For one thing, I agree that the division that Pinker, Clahsen et al. argue
for is not the right way to go--that, partly for the reason Joe gives and
partly for other reasons, all inflections should be treated in a single
system. Morris Halle agrees. So does Charles Yang. So do Albright and Hayes.
And we all want that system to be the grammar, not the processor. So in
practice, *for this case* I don't think the slippery slope worry is
justified.

But Joe wants a guarantee that in principle C/P can't be used to justify a
division of labor between grammar and processing that we would all consider
crazy. Is that a reasonable standard? Can anyone show that "syntax" and
"phonology" have been defined in a way that wouldn't allow everything we
commonly think of as syntax to be classified as phonology?

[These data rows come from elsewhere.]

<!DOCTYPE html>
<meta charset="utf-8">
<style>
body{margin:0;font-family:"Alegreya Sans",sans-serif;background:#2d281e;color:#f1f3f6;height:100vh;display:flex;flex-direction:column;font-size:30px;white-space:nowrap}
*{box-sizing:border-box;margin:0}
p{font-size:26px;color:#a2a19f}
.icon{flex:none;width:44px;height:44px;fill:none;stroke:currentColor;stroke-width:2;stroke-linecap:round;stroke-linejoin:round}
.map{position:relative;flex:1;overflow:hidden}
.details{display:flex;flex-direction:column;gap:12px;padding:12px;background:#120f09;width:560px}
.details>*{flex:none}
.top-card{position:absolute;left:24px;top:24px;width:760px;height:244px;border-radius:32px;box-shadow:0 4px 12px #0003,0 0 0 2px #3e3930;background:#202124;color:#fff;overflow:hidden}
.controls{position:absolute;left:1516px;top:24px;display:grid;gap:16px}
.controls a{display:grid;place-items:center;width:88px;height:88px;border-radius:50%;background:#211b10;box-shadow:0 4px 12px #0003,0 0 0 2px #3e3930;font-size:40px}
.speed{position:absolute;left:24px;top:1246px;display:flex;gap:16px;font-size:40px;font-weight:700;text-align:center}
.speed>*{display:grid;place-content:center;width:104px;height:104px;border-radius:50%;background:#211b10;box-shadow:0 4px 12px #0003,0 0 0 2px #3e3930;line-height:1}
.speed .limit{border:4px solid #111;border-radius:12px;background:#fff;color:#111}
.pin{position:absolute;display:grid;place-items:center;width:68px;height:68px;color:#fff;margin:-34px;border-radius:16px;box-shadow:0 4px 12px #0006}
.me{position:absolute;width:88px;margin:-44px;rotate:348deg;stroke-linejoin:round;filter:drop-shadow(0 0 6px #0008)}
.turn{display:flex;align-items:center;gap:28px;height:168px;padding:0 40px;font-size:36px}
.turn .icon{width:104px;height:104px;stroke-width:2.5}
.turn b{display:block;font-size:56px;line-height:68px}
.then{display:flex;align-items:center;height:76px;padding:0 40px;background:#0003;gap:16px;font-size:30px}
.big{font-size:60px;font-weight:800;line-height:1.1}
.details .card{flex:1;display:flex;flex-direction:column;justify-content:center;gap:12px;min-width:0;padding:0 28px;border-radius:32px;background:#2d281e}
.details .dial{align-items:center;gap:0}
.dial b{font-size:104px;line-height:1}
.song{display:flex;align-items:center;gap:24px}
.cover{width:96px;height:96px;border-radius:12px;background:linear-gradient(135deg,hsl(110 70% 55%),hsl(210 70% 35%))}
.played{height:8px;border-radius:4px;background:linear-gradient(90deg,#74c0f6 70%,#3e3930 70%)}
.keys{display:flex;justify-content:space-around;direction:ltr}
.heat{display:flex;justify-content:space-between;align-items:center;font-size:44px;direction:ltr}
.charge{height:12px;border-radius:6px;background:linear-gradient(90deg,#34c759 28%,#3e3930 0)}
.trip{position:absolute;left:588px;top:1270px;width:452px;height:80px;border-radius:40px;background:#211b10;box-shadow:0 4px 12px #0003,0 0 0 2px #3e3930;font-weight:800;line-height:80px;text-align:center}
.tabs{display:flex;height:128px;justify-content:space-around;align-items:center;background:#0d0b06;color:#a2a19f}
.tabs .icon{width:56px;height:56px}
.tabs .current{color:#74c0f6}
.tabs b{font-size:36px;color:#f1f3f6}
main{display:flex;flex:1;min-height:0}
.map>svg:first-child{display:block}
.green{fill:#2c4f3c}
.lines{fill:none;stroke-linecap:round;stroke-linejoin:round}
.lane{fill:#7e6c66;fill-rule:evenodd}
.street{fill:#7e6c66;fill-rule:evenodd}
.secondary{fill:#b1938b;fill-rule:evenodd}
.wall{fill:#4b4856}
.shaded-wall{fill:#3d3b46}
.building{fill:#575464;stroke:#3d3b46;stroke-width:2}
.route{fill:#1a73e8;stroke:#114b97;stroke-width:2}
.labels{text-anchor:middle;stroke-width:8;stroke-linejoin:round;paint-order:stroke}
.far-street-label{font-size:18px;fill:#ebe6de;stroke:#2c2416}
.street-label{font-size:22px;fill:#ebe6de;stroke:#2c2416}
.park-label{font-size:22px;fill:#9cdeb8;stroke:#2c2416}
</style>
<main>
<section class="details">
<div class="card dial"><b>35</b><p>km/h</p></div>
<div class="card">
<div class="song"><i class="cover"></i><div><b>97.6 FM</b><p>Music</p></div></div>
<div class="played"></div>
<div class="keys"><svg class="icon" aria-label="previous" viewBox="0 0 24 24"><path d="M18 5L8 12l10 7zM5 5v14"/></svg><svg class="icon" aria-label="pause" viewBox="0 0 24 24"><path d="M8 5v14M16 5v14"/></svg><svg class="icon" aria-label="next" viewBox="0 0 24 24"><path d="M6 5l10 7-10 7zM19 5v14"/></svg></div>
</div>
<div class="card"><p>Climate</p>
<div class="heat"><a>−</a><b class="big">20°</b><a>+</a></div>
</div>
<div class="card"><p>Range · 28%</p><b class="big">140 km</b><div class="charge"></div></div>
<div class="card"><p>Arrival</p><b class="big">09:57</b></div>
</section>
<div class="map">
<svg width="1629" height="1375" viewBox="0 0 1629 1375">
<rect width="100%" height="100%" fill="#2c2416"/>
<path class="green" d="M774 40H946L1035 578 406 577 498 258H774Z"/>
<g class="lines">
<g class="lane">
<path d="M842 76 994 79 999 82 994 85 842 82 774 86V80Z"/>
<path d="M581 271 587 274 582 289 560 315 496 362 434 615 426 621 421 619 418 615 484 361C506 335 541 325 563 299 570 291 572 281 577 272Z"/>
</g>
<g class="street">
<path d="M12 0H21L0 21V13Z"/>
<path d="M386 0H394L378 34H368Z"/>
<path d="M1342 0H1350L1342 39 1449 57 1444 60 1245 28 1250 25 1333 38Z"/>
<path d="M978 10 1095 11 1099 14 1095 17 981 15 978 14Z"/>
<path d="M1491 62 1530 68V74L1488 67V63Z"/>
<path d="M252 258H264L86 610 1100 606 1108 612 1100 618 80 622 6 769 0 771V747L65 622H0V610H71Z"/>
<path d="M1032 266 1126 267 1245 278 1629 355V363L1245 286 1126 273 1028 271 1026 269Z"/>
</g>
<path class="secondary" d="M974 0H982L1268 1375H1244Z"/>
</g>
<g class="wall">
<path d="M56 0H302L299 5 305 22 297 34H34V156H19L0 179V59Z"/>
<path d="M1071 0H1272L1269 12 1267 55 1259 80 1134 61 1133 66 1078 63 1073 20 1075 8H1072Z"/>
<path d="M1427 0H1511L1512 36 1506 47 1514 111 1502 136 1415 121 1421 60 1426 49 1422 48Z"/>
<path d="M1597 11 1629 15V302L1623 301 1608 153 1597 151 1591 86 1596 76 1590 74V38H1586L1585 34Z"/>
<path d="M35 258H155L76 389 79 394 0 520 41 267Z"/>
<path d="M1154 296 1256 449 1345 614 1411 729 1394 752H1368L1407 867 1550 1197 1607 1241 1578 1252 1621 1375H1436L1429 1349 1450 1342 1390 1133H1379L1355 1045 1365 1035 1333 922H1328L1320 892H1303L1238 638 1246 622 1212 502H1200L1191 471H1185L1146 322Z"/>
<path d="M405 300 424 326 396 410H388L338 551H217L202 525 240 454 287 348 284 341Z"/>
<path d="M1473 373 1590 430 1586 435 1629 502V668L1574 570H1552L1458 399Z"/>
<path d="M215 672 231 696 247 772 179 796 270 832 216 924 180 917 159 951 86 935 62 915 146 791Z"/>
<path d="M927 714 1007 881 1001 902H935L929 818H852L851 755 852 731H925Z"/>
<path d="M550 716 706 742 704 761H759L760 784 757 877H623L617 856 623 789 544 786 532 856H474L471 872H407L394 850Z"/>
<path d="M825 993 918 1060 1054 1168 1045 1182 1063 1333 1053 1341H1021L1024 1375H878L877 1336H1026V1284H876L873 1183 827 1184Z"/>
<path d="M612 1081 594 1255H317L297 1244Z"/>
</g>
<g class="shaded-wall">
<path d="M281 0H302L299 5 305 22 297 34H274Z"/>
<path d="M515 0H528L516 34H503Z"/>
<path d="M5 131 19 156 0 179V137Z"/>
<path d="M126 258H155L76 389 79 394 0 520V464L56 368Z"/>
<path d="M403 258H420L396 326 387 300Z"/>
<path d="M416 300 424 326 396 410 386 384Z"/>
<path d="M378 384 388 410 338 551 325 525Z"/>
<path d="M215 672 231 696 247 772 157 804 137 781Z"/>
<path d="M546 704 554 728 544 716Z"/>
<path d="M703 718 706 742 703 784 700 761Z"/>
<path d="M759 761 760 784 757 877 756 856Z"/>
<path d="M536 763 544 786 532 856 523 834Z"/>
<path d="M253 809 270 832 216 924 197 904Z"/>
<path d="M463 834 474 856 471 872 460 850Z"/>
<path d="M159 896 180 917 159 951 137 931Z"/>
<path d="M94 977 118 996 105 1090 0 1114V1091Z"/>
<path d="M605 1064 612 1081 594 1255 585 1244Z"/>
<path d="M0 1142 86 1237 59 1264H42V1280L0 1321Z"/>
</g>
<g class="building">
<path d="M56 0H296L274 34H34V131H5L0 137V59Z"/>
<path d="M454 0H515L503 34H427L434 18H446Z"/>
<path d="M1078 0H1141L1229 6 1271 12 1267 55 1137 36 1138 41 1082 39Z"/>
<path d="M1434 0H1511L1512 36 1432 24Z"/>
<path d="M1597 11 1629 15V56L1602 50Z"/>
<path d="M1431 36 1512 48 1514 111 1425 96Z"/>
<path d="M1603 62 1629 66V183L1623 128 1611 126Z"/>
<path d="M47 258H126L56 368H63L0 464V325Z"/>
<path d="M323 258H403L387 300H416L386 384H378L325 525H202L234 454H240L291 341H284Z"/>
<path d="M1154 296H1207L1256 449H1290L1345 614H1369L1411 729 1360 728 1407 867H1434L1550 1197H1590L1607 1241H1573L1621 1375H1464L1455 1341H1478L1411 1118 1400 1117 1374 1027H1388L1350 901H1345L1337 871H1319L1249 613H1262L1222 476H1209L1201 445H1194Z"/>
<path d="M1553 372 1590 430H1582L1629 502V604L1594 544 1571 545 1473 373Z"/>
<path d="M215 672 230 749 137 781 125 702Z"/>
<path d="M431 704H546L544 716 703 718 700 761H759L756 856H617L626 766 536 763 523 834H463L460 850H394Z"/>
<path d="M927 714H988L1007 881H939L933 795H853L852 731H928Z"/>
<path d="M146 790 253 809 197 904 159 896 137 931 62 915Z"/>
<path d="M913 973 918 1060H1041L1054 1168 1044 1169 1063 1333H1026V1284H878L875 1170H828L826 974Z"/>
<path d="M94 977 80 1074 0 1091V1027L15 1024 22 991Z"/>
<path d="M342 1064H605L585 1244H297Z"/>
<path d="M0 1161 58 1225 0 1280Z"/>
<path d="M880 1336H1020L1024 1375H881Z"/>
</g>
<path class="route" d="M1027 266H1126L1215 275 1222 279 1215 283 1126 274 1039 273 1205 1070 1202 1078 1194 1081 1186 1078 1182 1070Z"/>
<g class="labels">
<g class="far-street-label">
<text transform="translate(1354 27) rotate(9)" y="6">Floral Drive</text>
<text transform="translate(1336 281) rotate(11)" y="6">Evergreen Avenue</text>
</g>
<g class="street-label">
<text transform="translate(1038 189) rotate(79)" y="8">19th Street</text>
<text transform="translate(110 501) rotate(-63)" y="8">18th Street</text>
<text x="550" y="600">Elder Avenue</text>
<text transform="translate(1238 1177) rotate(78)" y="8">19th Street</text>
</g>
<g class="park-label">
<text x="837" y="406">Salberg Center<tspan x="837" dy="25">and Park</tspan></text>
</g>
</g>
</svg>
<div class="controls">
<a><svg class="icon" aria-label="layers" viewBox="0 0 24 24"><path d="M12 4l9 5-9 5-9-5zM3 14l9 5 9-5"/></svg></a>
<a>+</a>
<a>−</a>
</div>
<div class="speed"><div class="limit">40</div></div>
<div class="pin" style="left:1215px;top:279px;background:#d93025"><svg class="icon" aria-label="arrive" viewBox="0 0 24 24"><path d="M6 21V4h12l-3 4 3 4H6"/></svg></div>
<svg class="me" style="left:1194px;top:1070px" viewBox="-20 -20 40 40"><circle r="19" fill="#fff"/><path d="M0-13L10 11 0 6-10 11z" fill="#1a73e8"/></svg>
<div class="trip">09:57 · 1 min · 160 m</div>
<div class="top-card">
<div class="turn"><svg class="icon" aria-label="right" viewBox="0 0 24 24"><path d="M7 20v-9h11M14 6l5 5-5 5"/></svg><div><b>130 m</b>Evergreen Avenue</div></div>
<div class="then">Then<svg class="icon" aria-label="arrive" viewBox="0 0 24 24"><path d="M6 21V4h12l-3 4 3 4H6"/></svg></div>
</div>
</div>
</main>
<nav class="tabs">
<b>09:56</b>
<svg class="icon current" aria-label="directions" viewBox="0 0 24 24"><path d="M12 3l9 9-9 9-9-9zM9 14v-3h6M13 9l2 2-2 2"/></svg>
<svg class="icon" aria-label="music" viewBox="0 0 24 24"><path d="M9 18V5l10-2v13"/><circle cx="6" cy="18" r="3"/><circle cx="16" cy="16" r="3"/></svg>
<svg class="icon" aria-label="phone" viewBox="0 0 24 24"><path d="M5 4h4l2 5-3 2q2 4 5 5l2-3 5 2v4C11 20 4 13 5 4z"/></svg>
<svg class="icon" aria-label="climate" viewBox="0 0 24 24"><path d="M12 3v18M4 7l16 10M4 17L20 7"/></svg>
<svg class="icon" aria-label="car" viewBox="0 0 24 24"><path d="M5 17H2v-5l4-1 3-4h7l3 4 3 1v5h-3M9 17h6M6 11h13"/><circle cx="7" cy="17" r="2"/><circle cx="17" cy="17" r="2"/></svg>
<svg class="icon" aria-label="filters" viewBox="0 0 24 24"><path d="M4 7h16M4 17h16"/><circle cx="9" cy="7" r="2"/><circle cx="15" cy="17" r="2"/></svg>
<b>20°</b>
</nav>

Since all
sentences are built up out of sounds, clearly that cannot be excluded a
priori. But has that prevented linguists from making profitable use of the
distinction? Again, I think not.

So sure, C/P could be used in crazy ways. No scientific theory can prevent
itself from being used to do bad research. But don't throw the baby out with
the bathwater--even if you think that every piece of work ever done that has
explicitly embraced C/P has been wrong wrong wrong, that's no argument that
the C/P distinction itself is wrong, useless, nonsensical, etc. (You don't
even know until you look really hard whether research that explicitly
rejects C/P might not in fact be using it without realizing it.)

Joe summarizes thus:

> From a practical perspective, it seems to me that, since we have to work with
> performance data anyway, we want to work with as wide a range of  
> types of data
> as possible.

I agree, as does Chomsky--see quotes in my book.

> And we want to develop theories that account for all of those data,  
> in detail.
> If there's a distinction between competence and performance, that's fine, but
> it has to be explicit, and our theories need to explain exactly which
> phenomena are due to competence, which are due to performance, and why.

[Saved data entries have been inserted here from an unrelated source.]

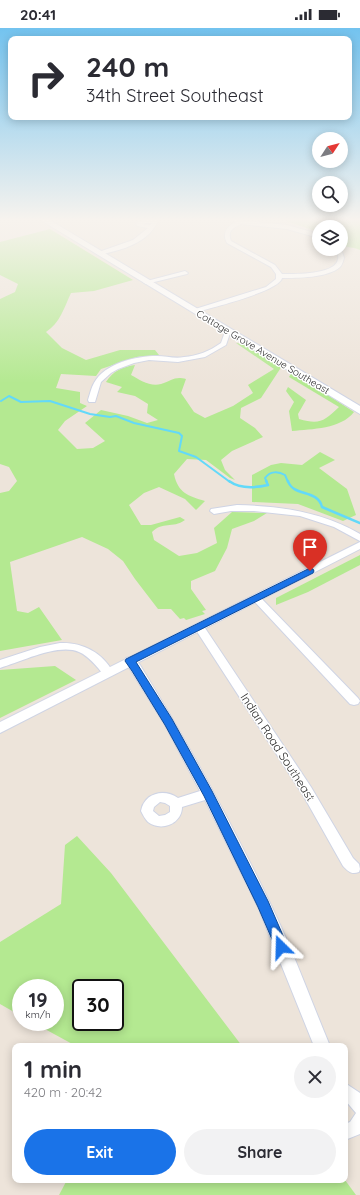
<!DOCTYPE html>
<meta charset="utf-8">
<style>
:root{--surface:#fff;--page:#f2f2f3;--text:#2b2b33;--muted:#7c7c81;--accent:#1a73e8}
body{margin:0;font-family:Quicksand,sans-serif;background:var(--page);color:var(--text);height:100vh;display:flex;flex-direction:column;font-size:15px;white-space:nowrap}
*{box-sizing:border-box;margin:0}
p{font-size:13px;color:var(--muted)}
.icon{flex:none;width:22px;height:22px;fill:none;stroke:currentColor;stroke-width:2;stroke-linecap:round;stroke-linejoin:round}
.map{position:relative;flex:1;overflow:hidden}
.drawer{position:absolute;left:12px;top:1015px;width:336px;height:140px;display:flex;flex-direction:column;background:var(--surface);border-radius:8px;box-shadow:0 2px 10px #0003}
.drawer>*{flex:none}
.banner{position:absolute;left:8px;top:8px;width:344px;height:84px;border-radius:8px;box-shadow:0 2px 10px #0003;background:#fff;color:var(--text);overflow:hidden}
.needle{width:26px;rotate:54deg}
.tools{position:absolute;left:312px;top:104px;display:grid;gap:8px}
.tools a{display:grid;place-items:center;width:36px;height:36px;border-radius:50%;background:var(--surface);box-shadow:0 2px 10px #0003;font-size:20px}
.speed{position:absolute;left:12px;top:951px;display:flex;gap:8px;font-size:20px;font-weight:700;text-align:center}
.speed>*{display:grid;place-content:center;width:52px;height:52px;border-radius:50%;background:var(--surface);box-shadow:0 2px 10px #0003;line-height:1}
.speed small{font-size:10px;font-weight:400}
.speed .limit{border:2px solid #111;border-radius:6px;background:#fff;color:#111}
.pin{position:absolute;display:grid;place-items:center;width:34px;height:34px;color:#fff;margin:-41px -17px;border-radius:50% 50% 50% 0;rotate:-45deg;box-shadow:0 0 4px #0007}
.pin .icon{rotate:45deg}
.me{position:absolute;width:44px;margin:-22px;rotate:338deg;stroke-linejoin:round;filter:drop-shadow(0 0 3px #0008)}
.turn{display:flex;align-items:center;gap:14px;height:84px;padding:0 12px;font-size:18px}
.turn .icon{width:52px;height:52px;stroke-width:2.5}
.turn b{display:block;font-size:28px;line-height:34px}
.round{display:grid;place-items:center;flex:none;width:42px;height:42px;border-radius:21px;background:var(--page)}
.headline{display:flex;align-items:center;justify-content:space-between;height:68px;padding:0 12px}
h1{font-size:24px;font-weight:800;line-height:30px}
.button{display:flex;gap:8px;margin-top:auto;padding:8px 12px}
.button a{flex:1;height:46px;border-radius:24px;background:var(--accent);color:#fff;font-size:16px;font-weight:800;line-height:46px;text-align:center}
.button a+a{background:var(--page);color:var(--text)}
.status{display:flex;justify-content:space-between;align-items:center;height:28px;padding:0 20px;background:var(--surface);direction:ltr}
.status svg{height:11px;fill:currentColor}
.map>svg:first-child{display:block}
.green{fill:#b4e991;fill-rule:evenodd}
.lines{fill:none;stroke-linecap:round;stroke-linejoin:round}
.stream-far1{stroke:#63d9f9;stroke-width:2}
.stream{stroke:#63d9f9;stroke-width:2.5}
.minor-casing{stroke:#cfd4e4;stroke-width:2}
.tertiary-casing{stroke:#cfd4e4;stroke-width:2}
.secondary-casing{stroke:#cfd4e4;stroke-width:2}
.minor{fill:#fff;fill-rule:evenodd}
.tertiary{fill:#fff;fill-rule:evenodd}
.secondary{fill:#fff;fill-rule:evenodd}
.route{fill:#1a73e8;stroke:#114b97}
.labels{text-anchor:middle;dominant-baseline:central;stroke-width:3;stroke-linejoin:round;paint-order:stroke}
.far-street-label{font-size:10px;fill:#2a2a2a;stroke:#fff}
.street-label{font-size:12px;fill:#2a2a2a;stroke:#fff}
</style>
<div class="status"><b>20:41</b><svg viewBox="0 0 49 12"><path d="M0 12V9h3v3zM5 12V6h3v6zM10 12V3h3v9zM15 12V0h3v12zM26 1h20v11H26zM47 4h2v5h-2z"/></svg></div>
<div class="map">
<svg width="360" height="1167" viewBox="0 0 360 1167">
<rect width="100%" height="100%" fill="#ede4da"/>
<g class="green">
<path d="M286,191H360V222C353,219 347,220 341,216V199H319V204L286,193Z"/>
<path d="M50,201L133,252L94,263L71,265C64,280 60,295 46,304L62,320L86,332L120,322H155L159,327L137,329L101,341L96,348L61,346L56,360L80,364V375L87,378L65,393L58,402L77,421L93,420L105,413L85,395L101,382L128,388L147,395L158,392L147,385L148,376L135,368L117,364L122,359L106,354C113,343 122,339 135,337L131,347C140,352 150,359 161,356C172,353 174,348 186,351L181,365L194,384L205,390L233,378L253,365L248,357L274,341L236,315L244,316L282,338L261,370L241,380L240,390L255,400L263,409L232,423L221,432L225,442L235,452L230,450L206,432L187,431L174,446C178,465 188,468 205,473L196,482L185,471L159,459L144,465L129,477L141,497H151L180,489L185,492C172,501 163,493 152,504L154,512L179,528L197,525L217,515L214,500L232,484L267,485L254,493L232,501L227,520L215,543L191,553V561L206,582L202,583L205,586L186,592L184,590L180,591L171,581H158L135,551L123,533L108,521L82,509L10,534L17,583L28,585L39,579L62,612L0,623V465L9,463L17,453L9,439L0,436V271L15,264L18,256L0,247V214Z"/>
<path d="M292,344L354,384C341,401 312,401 292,403L289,383L294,374L286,363L288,359L306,372L298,386L299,391C320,397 324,393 339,379L289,349Z"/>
<polygon points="320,424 335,432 319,440 347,461 356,487 343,493 298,476 252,474 252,447 271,437 281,435 302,437"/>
<polygon points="360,527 360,537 308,564 276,577 276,570"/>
<polygon points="55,638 76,652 0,690 0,642"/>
<path d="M77,808L111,845L242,1018H76L32,994H55V960H21V988L0,976V914L61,876L65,817ZM81,960H115V994H81Z"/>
<polygon points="67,1152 345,1152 356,1167 59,1167"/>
</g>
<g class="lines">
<g class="stream-far1">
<polyline points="1,373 9,368 21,374 50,373 90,386 110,389 116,388 134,395 179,405 182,408 179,423 196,429 230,454"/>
<path d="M267,454L265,450C270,443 278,443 285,447L288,454"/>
</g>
<g class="stream">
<path d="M229,453C240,461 255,460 268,457L266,453"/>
<path d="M288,453C293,469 318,461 322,479L360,495"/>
</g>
<defs>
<g id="minor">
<path d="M147,191H160C156,196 153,202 149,206C135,219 116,223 99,227L96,225L133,212L148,200L137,198L136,195ZM147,195H152L150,197L142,196Z"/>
<path d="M228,191L287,197L319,206V210L287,201L241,196C233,200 227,203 231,213L275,237L282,246C294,246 336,247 338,231C339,228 337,224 336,221L341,220L344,230C343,233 342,237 340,239C328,250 297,250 282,250C280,263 211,280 196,284H192V282L266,259L276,251V246L271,239L227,215C222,205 226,199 236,194Z"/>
<polygon points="185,243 188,245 187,246 146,256 143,254"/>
<path d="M226,301L231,302L226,317L205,329L178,334L149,332L134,335L118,341L111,345L101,354L95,374H89L88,372C90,366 91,360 94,355C105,335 136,328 157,328C166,328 175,331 184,329C197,328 210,323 221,315Z"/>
<path d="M237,477C280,478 323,484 360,506V513L334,499L300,488L254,483H231L214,486L210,483L211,481Z"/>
<polygon points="256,567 259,568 358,670 360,673 358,676 354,677 350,676 253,572 251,570"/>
<path d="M199,596L203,597L311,759L353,830L359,836L360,841L359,844C351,847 348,843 343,838L303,767L194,599Z"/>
<path d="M60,615C82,614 102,624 113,644L112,647H104C97,639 89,628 79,624C58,615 21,634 0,640V632L40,619Z"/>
<path d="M130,629L134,630L140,637C187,713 230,792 269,873C292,920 310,970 330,1018H314L258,879L205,772L182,779C182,796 161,804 148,794C145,791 143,787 141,783C144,765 164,760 178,770L200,763L165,697L125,633L126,630ZM160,774L165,775L170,778V784L165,787L159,788L153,783L154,779Z"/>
<polygon points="345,1055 360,1065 360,1106 345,1112 345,1096 350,1094 356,1085 345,1072"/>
</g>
<polygon id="tertiary" points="360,514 360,521 0,705 0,694"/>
<polygon id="secondary" points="39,191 48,191 360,378 360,386"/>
</defs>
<use href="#minor" class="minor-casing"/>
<use href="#tertiary" class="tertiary-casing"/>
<use href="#secondary" class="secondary-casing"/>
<use href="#minor" class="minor"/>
<use href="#tertiary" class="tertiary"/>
<use href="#secondary" class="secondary"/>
</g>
<linearGradient id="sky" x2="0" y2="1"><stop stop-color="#73c3ef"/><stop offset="0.54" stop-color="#f7f3ee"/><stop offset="1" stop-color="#f7f3ee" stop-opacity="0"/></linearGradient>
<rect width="360" height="355" fill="url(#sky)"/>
<polygon class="route" points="310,540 313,541 314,543 313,545 136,634 172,691 212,763 268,873 288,919 286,923 281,925 277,923 258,879 204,768 165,697 132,643 125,633 126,631"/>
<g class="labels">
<g class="far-street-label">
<text transform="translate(263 324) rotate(31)">Cottage Grove Avenue Southeast</text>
</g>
<g class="street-label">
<text transform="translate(278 719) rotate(57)">Indian Road Southeast</text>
</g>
</g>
</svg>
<div class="tools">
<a><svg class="needle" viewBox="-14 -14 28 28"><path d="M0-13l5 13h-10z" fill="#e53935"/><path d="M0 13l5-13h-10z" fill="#7c7c81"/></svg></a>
<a><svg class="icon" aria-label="search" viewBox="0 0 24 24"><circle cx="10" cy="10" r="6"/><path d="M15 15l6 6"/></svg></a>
<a><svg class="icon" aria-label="layers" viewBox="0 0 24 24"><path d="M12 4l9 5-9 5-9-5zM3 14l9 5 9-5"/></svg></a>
</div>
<div class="speed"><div>19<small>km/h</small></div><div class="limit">30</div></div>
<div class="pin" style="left:310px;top:543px;background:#d93025"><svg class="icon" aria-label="arrive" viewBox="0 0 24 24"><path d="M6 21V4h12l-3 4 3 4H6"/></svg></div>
<svg class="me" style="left:281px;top:919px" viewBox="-20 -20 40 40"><path d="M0-17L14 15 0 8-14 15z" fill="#1a73e8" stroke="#fff" stroke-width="4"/></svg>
<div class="banner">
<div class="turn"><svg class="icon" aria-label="right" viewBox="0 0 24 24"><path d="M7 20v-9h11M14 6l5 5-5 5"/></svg><div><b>240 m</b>34th Street Southeast</div></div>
</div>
<section class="drawer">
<div class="headline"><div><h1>1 min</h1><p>420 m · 20:42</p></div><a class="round"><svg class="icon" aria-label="close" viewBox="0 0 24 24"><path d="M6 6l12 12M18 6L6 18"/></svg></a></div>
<div class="button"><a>Exit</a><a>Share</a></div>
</section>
</div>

Unless we're holding ourselves to a standard beyond that of any other
science, I think a reasonable requirement would be that our theories should
include a *hypothesis* about which phenomena are due to C vs. P, and they
generally do, if only implicitly: people proposing theories of grammar are
hypothesizing that the data they try to explain are in C, those proposing
theories of processing are hypothesizing that the data they try to cover are
in P, and in some cases there are explicit arguments that things that some
theories treat as being in one should actually be treated as being in the
other (as in the theories of ir/regular inflection cited above). And of
course one may propose that a single theory should cover data that have
traditionally been treated with separate theories, as in Colin Phillips's
'Parser is Grammar [PIG]' model.

But to demand an explanation of why the division, if any, lies where it is
hypothesized to lie, while it would be nice, surely can't be a prerequisite
to employing C/P. Most theories in language don't have any "why" answers for
anything, really. I think parsimony is justification enough at this point.
(I.e., drawing the line here gives me more appealing theories of BOTH C AND
P than drawing it somewhere else.)

But of course Joe is correct that if you make a division somewhere and then
cannot point to any proposals, by yourself or anyone else, for how to handle
the facts that you've dumped in the other guy's backyard, you've taken a
step backwards, not forwards. I think typically when linguists say "I assume
X is due to performance," usually they have a vague sense that X resembles
some phenomenon for which performance accounts have actually been proposed.
The problem comes if they don't actually check whether their vague sense is
correct and whether those accounts could plausibly extend to X. In an ideal
world, they would go one step further than that: they would find a
collaborator who works on those performance theories and develop an account
that actually explains X. Nowadays, this is happening--not nearly enough,
but the trend is clearly in the right direction.